At the time of the water tank’s construction, the mast and its compound sheds, a workshop and a four-bedroom bungalow, were the only habitation on the whole north-west corner of the island.
“We were right on the beach,” Bell remembers. “We used to get crabs coming through the front door.”
As well as operating and maintaining the mast, which provided aircraft and shipping with a positioning and navigation service that was the predecessor to GPS, Bell’s other main tasks were the collection of water and fuel.
“We were never on the mains supply so I always had to go and collect the water. Before the pipeline arrived from the Buraimi oasis, there was a central desalination plant. I used to go there with an old Dodge truck and a big 400-gallon [1,818 litre] tank. We would park the lorry, a chap put a tube in and we filled the tank up and transferred the water to the house.”
As Bell remembers, however, the quality of the water from the new wells in Al Saad was often variable. “It wasn’t always the cleanest. You could buy bottled water from the supermarkets, but I used to prefer to drink the water that dripped off the air conditioning.”
A second pipeline was added and then a third, much larger one was inaugurated on the second anniversary of Sheikh Zayed’s accession in August 1968, at which time an additional eight wells were dug, all of which increased Abu Dhabi’s daily water supply to more than 9,100 cubic metres. All of this water flowed into the Khalidiya tank.

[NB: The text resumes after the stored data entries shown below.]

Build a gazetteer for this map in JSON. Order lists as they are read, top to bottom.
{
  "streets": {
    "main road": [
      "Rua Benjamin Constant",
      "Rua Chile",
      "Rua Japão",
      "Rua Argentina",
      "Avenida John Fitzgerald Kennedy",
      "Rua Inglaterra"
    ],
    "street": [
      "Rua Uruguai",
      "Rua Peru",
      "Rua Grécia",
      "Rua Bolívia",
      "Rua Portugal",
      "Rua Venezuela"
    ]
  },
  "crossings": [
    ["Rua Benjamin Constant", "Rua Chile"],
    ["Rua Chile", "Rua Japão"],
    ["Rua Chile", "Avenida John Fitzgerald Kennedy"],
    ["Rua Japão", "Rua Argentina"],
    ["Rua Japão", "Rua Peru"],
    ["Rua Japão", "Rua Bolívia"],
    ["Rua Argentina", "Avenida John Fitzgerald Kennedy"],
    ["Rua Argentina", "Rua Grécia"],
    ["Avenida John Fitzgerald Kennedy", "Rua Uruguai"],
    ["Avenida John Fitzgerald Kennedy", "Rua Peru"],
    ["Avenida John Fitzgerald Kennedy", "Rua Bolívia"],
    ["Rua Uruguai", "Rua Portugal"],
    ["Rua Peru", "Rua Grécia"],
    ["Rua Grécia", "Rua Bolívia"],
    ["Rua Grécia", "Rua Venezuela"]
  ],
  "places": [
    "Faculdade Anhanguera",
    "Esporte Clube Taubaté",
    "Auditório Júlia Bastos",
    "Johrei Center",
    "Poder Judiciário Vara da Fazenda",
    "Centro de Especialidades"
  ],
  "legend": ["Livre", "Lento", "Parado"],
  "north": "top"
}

A year short of its 50th anniversary, the tank still sits on top of its artificial mound, but thanks to the lie of the land, surrounding trees and the growth of the local neighbourhood, it stands forgotten and largely invisible to all but the most inquisitive passers-by.
The fact that the tank has effectively “disappeared” says something interesting about the nature of Abu Dhabi’s urban fabric and about the forces of forgetting, decay and entropy that exert themselves in the heart of even the youngest cities.
Ever since the late 1960s, when the artist Robert Smithson made his Tour of the Monuments of Passaic, New Jersey and Gordon Matta-Clark started buying inaccessible and unwanted plots of property, there has been growing interest in the role of apparently abandoned, obsolete or peripheral urban spaces. Thanks to the Catalan academic, historian and philosopher Ignasi de Solà-Morales, they even have a name: “terrain vague”.
Downtown Abu Dhabi is full of such spaces: derelict structures used as junk yards, car parks used as cricket pitches, patches of shade or grass that act as informal gathering places and elderly shopping malls now deemed out-of-date.
The Italian architect Francesco Careri admires these “spontaneous public spaces” for their unplanned potential and uses the image of a leopard skin to describe the mottled and uneven nature of contemporary urban development, their extraneous beauty and their alternate utility.
Loved by inquisitive artists, playful children, skateboarders, dog-walkers and explorers of all types, they are not controlled, contrived or consumer-focused in any way; instead they become amnesiac spaces where time seems to operate differently, a form of urban unconscious that allows the city and its inhabitants to play, to dream and to forget.
Forty-nine years and counting, the Khalidiya water tank is just such a place.